LLaMA-Omni 是一个基于 Llama-3.1-8B-Instruct 构建的语音语言模型。它支持低延迟、高质量的语音交互，能够根据语音指令同时生成文本和语音响应。

🔥 新闻

[25/05] LLaMA-Omni 2 被 ACL 2025 主会接收！
[25/05] InstructS2S-200K 的改进版本已在此链接公开。我们将其扩展至多轮对话，并增加了输入语音音色的多样性。久等了！
[25/04] 我们发布了 LLaMA-Omni2，一系列参数规模从 0.5B 到 32B 的语音语言模型，响应质量和语音生成质量均有提升。
[25/01] LLaMA-Omni 被 ICLR 2025 接收！新加坡见！

💡 亮点

💪 基于 Llama-3.1-8B-Instruct，确保高质量响应。
🚀 低延迟语音交互，延迟可低至 226ms。
🎧 同时生成文本和语音响应。
♻️ 仅需 4 张 GPU，训练时间不超过 3 天。

https://github.com/user-attachments/assets/2b097af8-47d7-494f-b3b3-6be17ca0247a

安装

克隆此仓库。

git clone https://github.com/ictnlp/LLaMA-Omni
cd LLaMA-Omni

安装依赖包。

conda create -n llama-omni python=3.10
conda activate llama-omni
pip install pip==24.0
pip install -e .

安装 fairseq。

git clone https://github.com/pytorch/fairseq
cd fairseq
pip install -e . --no-build-isolation

安装 flash-attention。

pip install flash-attn --no-build-isolation

快速开始

从 🤗Huggingface 下载 Llama-3.1-8B-Omni 模型。
下载 Whisper-large-v3 模型。

import whisper
model = whisper.load_model("large-v3", download_root="models/speech_encoder/")

下载基于单元的 HiFi-GAN 声码器。

wget https://dl.fbaipublicfiles.com/fairseq/speech_to_speech/vocoder/code_hifigan/mhubert_vp_en_es_fr_it3_400k_layer11_km1000_lj/g_00500000 -P vocoder/
wget https://dl.fbaipublicfiles.com/fairseq/speech_to_speech/vocoder/code_hifigan/mhubert_vp_en_es_fr_it3_400k_layer11_km1000_lj/config.json -P vocoder/

Gradio 演示

启动控制器。

python -m omni_speech.serve.controller --host 0.0.0.0 --port 10000

启动 Gradio Web 服务器。

python -m omni_speech.serve.gradio_web_server --controller http://localhost:10000 --port 8000 --model-list-mode reload --vocoder vocoder/g_00500000 --vocoder-cfg vocoder/config.json

启动模型工作节点。

python -m omni_speech.serve.model_worker --host 0.0.0.0 --controller http://localhost:10000 --port 40000 --worker http://localhost:40000 --model-path Llama-3.1-8B-Omni --model-name Llama-3.1-8B-Omni --s2s

访问 http://localhost:8000/ 与 LLaMA-3.1-8B-Omni 交互！

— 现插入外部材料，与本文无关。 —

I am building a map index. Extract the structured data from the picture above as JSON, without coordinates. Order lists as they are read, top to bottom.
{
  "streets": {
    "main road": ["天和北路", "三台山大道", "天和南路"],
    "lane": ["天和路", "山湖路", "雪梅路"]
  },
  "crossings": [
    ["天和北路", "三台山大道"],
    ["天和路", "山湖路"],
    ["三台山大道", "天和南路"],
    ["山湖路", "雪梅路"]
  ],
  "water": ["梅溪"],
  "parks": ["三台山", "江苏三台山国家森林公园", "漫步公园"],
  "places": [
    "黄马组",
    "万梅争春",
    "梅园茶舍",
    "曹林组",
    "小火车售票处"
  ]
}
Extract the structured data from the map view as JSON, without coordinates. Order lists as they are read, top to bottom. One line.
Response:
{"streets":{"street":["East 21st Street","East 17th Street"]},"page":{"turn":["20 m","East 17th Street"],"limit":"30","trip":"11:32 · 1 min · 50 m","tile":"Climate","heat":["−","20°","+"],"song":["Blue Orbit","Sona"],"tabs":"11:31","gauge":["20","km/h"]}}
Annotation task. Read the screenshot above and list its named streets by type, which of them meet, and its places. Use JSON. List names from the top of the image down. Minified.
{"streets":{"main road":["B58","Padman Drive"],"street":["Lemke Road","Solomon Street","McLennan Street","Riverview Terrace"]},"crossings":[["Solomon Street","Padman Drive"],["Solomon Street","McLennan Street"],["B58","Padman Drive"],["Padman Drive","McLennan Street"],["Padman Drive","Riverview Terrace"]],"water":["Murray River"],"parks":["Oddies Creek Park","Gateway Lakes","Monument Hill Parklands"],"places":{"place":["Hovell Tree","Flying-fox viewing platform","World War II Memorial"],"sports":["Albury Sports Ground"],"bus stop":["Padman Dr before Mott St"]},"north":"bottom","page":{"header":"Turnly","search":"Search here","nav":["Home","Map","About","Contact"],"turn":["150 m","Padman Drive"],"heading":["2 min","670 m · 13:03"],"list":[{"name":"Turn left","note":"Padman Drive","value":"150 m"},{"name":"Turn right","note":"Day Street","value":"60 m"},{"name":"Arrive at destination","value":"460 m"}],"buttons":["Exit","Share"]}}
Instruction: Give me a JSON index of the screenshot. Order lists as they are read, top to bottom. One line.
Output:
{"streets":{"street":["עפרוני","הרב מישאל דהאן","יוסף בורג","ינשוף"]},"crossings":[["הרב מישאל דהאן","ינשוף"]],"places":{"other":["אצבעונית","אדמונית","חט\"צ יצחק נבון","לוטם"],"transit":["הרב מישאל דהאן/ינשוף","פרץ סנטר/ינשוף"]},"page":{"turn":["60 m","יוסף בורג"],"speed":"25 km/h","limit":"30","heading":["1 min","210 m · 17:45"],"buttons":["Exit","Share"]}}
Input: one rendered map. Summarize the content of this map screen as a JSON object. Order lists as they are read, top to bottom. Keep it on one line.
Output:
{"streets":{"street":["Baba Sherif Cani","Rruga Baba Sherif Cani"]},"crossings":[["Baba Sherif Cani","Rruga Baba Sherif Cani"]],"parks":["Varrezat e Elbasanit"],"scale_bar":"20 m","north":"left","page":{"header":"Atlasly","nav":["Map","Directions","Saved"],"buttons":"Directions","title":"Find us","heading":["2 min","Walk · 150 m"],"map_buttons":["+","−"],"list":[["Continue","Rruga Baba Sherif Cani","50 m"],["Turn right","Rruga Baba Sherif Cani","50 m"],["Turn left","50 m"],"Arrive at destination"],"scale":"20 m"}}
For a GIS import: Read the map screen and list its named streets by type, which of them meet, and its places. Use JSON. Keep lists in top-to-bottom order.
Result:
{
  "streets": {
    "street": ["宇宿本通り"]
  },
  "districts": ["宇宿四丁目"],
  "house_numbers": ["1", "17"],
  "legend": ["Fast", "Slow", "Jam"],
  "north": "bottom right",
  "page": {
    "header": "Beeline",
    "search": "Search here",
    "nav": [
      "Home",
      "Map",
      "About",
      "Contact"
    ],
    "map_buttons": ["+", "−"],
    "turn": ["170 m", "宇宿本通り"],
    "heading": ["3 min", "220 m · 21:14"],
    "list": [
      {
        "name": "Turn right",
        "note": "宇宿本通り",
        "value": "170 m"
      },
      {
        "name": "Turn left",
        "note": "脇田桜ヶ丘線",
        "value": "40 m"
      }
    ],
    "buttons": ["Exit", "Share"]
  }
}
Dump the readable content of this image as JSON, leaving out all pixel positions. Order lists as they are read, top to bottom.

注意：由于 Gradio 中流式音频播放不稳定，我们仅实现了流式音频合成，但未开启自动播放。如果你有好的解决方案，欢迎提交 PR。谢谢！

本地推理

如需在本地进行推理，请按照 omni_speech/infer/examples 目录中的格式组织语音指令文件，然后参考以下脚本。

bash omni_speech/infer/run.sh omni_speech/infer/examples

许可证

我们的代码基于 Apache-2.0 许可证发布。我们的模型仅供学术研究使用，不得用于商业目的。

你可以在学术环境中自由使用、修改和分发此模型，但需满足以下条件：

非商业用途：模型不得用于任何商业目的。
引用：如果你在研究中使用此模型，请引用原始作品。

商业使用限制

如有任何商业使用需求或获取商业许可证，请联系 fengyang@ict.ac.cn。

致谢

LLaVA：我们构建的代码库基础。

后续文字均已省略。